The reaction to the deadly Connecticut school shooting can be seen at gun stores and self-defense retailers across the nation, with anxious parents buying armored backpacks for children and Second Amendment rights supporters stocking up on semi-automatic rifles in anticipation of tighter gun control measures.

While a spike in gun sales is common after a mass shooting, the latest rampage has generated record sales in some states, particularly of assault weapons.

Colorado set a single-day record for gun background check requests the day after the shootings, while Nevada saw more checks in the two days that followed than any other weekend this year. Records were also set in Tennessee, California and Virginia, among others.

There was also an unusual increase in sales for armored backpacks designed to shield children caught in shootings, according to three companies that make them.

The armor inserts fit into the back panel of a child's backpack, and sell for up to $400, depending on the retailer.

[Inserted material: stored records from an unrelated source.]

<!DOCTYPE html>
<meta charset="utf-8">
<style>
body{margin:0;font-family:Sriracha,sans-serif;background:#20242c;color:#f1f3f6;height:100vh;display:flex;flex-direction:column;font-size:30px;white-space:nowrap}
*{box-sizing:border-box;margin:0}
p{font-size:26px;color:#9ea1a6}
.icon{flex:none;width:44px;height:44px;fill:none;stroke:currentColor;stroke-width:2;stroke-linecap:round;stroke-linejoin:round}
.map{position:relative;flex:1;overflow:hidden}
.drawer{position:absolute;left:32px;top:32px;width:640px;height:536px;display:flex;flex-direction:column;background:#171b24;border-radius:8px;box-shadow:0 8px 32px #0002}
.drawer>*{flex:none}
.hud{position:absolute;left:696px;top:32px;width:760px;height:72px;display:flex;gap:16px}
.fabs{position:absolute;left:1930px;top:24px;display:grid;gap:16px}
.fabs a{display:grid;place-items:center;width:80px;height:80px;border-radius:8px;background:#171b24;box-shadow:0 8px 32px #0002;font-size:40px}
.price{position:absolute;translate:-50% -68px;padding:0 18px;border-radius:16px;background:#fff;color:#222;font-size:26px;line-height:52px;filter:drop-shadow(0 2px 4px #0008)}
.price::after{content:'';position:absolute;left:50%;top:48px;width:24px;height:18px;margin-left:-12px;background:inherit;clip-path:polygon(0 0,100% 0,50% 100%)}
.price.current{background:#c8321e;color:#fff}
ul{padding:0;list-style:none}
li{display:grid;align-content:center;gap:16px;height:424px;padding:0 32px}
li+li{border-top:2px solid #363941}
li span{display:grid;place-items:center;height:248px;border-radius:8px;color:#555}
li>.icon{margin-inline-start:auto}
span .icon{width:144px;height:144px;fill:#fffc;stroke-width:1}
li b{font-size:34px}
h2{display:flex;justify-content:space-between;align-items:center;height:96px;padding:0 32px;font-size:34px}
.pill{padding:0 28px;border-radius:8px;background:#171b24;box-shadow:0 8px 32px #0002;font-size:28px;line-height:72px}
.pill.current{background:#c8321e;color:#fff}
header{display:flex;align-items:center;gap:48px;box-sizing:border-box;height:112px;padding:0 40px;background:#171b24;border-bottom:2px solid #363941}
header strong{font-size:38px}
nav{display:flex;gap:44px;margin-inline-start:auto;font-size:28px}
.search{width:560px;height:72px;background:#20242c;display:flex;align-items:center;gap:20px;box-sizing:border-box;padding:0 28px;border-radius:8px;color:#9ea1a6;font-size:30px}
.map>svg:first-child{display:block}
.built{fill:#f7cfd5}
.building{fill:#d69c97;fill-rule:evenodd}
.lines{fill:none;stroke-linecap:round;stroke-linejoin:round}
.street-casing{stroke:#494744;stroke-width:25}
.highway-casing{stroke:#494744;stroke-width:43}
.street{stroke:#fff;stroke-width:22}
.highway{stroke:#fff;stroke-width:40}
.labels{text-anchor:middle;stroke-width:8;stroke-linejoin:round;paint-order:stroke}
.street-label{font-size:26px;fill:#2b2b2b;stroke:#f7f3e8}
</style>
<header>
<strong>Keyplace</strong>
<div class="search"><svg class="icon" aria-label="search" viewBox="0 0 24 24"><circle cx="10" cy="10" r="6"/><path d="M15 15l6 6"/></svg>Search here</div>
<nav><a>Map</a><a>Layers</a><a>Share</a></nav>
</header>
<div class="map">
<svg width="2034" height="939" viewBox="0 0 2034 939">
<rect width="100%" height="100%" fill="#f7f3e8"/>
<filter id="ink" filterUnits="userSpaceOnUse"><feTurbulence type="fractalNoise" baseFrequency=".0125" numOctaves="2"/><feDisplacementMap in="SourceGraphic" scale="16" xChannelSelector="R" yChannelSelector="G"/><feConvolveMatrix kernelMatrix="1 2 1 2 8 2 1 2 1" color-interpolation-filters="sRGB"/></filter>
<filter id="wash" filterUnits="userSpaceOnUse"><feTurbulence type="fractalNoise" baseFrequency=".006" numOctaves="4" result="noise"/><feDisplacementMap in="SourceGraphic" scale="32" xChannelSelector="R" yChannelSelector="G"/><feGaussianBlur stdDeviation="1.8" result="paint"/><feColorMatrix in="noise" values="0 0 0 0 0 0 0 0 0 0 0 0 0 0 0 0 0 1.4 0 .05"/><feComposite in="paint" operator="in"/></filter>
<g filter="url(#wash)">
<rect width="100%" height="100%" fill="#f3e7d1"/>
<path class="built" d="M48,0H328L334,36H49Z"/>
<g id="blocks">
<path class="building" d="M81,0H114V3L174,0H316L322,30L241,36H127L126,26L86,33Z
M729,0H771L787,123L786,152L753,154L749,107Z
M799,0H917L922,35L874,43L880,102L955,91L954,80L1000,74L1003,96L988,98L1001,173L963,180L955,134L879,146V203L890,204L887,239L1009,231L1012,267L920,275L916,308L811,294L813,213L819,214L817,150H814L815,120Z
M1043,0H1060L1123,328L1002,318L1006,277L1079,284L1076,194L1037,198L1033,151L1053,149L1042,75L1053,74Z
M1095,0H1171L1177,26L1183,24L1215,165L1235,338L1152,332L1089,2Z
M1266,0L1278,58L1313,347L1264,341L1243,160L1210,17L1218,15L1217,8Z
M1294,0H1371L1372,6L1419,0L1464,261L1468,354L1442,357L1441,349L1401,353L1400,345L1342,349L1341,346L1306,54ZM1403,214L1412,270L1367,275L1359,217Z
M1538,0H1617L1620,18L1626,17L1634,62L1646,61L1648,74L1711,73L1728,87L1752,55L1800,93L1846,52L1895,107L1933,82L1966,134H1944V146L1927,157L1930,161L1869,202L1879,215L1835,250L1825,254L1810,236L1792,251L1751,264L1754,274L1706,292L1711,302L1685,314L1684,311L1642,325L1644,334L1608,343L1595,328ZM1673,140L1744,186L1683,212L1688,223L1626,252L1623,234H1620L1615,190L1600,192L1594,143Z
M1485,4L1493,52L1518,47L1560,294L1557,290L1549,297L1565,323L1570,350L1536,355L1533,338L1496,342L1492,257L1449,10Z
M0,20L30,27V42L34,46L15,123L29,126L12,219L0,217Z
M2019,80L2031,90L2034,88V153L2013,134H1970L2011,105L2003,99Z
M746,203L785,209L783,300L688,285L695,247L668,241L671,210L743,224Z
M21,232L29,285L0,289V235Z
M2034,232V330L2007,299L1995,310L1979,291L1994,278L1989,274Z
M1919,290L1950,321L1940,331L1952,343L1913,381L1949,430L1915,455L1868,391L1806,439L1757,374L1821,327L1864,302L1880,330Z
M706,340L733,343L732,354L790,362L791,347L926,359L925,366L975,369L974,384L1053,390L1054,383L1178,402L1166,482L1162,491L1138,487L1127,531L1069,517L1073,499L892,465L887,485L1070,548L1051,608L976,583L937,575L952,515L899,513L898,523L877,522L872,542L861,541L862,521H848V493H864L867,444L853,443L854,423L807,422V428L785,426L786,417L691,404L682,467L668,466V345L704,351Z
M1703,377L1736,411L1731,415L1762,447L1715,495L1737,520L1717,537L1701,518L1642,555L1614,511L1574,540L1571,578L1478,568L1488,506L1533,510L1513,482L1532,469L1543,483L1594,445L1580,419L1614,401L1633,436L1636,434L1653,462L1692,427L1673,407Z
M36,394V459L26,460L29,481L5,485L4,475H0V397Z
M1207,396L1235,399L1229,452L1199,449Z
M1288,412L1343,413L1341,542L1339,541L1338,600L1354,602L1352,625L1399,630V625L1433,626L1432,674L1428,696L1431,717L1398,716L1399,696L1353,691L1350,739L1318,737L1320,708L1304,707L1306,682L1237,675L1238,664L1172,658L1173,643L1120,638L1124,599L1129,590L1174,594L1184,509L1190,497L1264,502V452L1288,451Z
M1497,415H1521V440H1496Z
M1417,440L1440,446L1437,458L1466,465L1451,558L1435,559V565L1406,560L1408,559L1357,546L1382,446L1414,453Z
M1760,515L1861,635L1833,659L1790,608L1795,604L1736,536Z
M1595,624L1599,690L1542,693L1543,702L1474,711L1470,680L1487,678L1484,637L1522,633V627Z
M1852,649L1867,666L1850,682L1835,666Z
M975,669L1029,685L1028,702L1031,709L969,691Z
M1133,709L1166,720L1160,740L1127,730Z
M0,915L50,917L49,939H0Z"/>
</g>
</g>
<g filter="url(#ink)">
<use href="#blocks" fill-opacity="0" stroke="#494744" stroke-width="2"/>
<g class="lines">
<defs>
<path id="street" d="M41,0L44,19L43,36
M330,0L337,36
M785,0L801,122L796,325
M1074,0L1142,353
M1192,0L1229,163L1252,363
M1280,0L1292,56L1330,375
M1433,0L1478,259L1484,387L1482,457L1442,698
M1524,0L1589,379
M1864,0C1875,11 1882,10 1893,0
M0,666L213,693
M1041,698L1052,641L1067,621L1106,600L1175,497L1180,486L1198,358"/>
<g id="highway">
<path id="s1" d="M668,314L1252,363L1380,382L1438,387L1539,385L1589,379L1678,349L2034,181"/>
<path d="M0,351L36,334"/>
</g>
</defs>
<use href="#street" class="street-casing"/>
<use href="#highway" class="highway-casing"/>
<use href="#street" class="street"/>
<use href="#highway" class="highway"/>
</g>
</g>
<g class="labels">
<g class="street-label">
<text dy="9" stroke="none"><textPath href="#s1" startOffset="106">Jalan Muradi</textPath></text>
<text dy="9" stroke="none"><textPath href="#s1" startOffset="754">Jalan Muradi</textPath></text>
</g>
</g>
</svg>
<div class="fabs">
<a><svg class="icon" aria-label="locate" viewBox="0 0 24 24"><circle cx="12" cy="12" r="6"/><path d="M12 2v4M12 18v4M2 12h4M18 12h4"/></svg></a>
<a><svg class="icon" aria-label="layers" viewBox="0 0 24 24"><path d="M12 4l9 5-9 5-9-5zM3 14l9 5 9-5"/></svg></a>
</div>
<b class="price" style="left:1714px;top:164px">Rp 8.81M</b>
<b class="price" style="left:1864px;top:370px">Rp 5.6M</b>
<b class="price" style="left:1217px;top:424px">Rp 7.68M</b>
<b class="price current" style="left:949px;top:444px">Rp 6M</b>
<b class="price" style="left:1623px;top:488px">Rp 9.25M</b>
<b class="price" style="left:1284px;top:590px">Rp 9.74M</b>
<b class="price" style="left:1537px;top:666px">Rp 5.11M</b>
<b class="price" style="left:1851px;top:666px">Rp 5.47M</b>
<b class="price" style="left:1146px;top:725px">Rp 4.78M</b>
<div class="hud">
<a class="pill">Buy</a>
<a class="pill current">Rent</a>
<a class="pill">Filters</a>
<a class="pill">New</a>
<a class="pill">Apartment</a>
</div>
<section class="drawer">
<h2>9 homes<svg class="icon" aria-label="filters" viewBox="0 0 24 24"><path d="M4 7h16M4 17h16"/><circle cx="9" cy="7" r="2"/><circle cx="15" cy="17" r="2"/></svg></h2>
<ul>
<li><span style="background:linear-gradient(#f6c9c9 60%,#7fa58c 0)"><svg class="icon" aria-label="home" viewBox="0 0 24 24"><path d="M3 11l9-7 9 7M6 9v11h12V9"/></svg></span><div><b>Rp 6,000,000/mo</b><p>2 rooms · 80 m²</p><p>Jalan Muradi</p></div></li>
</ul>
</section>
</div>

The armor is designed to stop bullets from handguns, not assault weapons like the one used in the shooting at the Newtown, Conn., school.

Manufacturers and some parents say that while they don't guarantee children won't be killed, they could be useful shields.

At Amendment II in Salt Lake City, sales of its children's backpacks and armored inserts have increased, with 200 purchase requests Wednesday alone.

"The incident last week highlights the need to protect our children," said co-owner Derek Williams. "We didn't get in this business to do this. But the fact is that our armor can help children just as it can help soldiers."

Kerry Clark, president of Texas-based Backpackshield.com, began making the backpacks after the deadly mass shooting at Virginia Tech in 2007. Clark said he sold 15 backpacks Wednesday. Prior to Friday's shooting, he said, the company would sometimes go an entire month with one sale.

Bullet Blocker, a Massachusetts-based company that sells the backpack armor, declined to provide sales numbers but noted that recent figures were substantially higher.